In normal times, there is relatively little attention on you. Your customers, your suppliers, employees, families, a few stakeholders, are paying only necessary attention. And suddenly, a crisis erupts. This spotlight turns on, and everyone is paying attention. Not just the people who were paying attention before the crisis, but many more people, and a more extensive set of stakeholders.
This attention presents both threats and opportunities. The threat is obvious, people are paying attention to you at the precise moment you are most vulnerable. When something has gone wrong, when you're not sure what to do, and the pressure is on, the opportunity is less obvious, but it is no less critical. The attention of the spotlight allows you an opportunity to communicate. An opportunity to communicate who you are and what you stand for, precisely because everyone is looking at you so intently.
A crisis is a golden opportunity to communicate to a broad set of stakeholders. The challenge is to get that message across in trying circumstances, and under intense time pressure. The second thing the spotlight means is that people will remember. They will remember what you do under the spotlight.
Just as the spotlight gets turned on, it will get turned off once the crisis ends. And when it does, people will stop paying attention. What they think of you will be shaped by what you did under the spotlight, what you did while they were paying attention. Once the spotlight gets turned off, it matters little what you do.
You can save the day and solve the problem, but if people are no longer paying attention, it won't change their minds. Advertising people talk about pulse advertising. The idea is that for advertising to work, people need to experience a large number of impressions in a short amount of time.
For them to remember, they need lots of intense exposure.

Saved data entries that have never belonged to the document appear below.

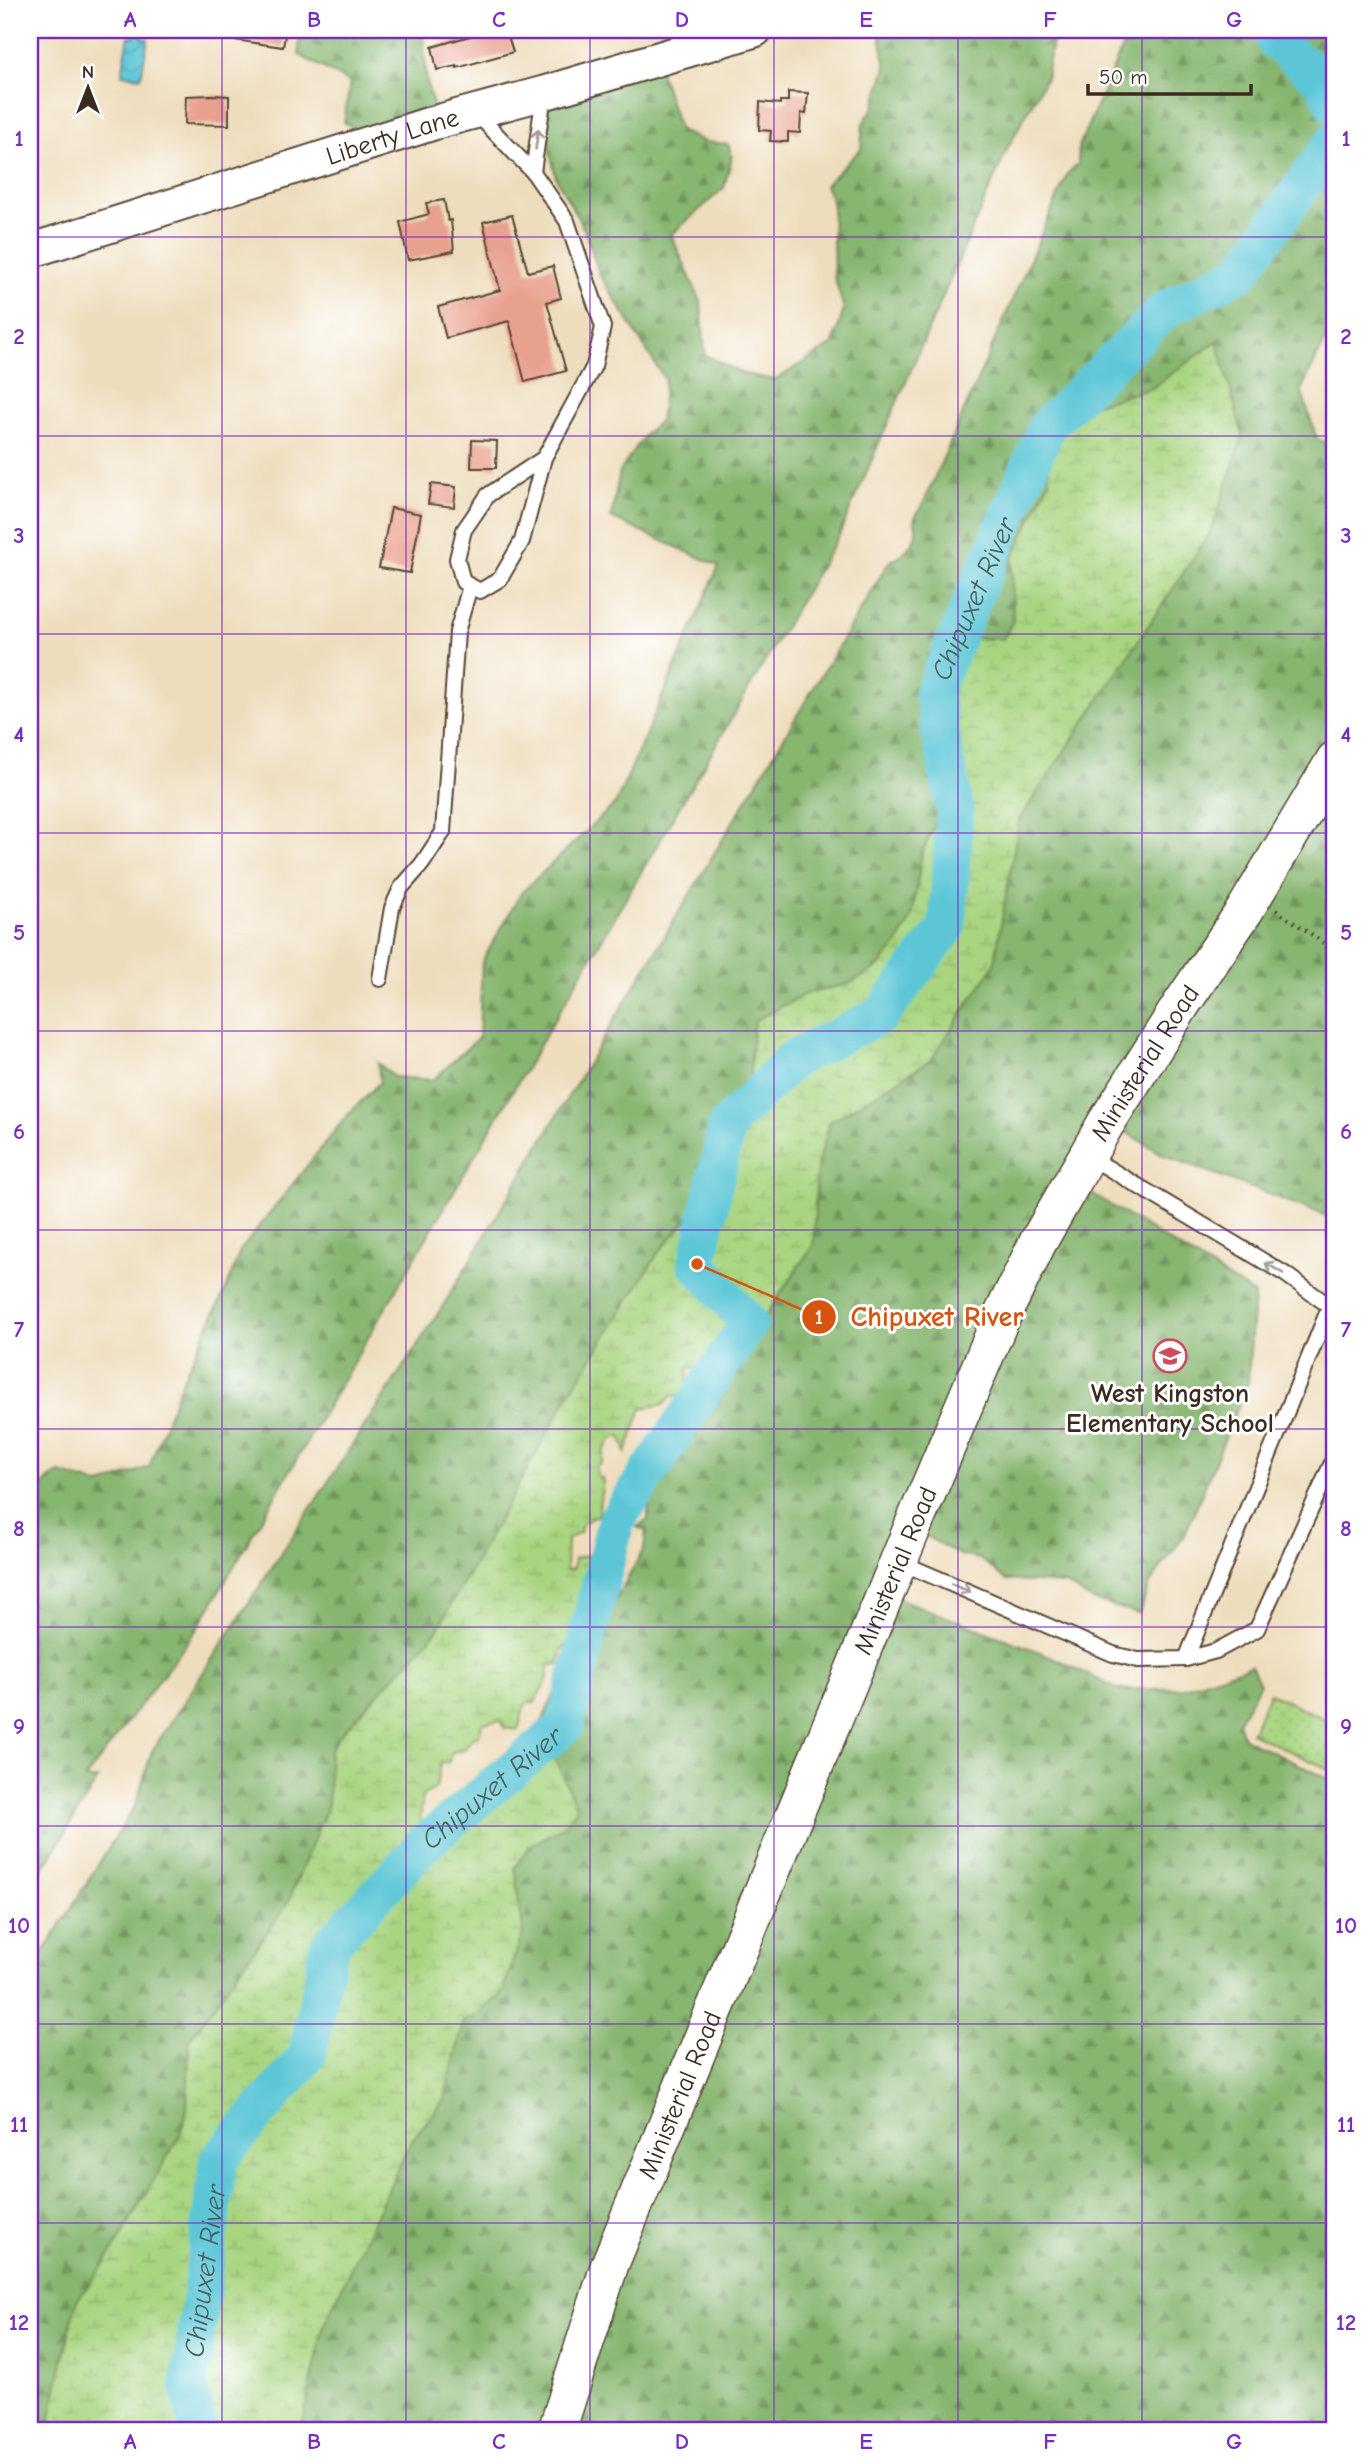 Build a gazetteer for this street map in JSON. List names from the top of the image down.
{
  "streets": {
    "main road": ["Ministerial Road"],
    "street": ["Liberty Lane"]
  },
  "water": ["Chipuxet River"],
  "places": {
    "other": ["Chipuxet River"],
    "school or university": ["West Kingston Elementary School"]
  },
  "scale_bar": "50 m",
  "north": "top",
  "grid": {
    "columns": [
      "A",
      "B",
      "C",
      "D",
      "E",
      "F",
      "G"
    ],
    "rows": [
      "1",
      "2",
      "3",
      "4",
      "5",
      "6",
      "7",
      "8",
      "9",
      "10",
      "11",
      "12"
    ]
  }
}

We can think of a crisis as a sort of pulse advertising. People are getting a lot of impressions of you in a short amount of time, and this will help them remember. Unfortunately for you, it is typically at a time not of your choosing, and with a focus on an episode that may not be so positive.
Putting these pieces together, we begin to see the importance of reputation in crisis management. We begin to see reputation as the currency of crisis management. The fact that people will remember what you do in a crisis, means that the crisis will shape your reputation long into the future.

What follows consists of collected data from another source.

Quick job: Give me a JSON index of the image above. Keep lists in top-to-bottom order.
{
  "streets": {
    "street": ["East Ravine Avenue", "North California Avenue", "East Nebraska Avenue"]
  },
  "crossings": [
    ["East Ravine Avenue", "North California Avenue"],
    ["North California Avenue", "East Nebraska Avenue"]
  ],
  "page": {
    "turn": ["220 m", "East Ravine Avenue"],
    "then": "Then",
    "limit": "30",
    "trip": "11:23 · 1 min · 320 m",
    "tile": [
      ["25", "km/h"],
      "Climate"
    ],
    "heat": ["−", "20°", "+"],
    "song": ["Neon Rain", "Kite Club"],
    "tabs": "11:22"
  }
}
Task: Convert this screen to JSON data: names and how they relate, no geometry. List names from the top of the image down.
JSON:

The impressions they form in this crisis spotlight will be who you are for a long time. This means that in a crisis, we cannot focus exclusively on the short-term or proximate costs and benefits of action. We must weigh these costs against the impact the crisis is having on our reputation.
It is no good to get out of a crisis quickly at little direct cost, always a fantastic temptation to companies, if by doing so, we leave stakeholders with the belief that we are not a trustworthy organisation. If solving the crisis involves damage to our reputation, that solution may be little more than fool's gold.
To manage a crisis therefore, we need to understand what reputation is, and how it is shaped by the spotlight of a crisis. The metaphor of a spotlight helps us understand how to think about a crisis. To appreciate that it is ephemeral, and the opportunities and challenges this poses.
Crisis needs to be handled as a management problem and hence Management needs to thrive in the spotlight. You don't want to be a deer in the headlights. Yet, the nature of crisis, that it is an unretained event, the glow of spotlight, and the short-lived duration, mean that standard management tools are not enough to deal with crisis.
The spotlight means we need special tools and new frameworks.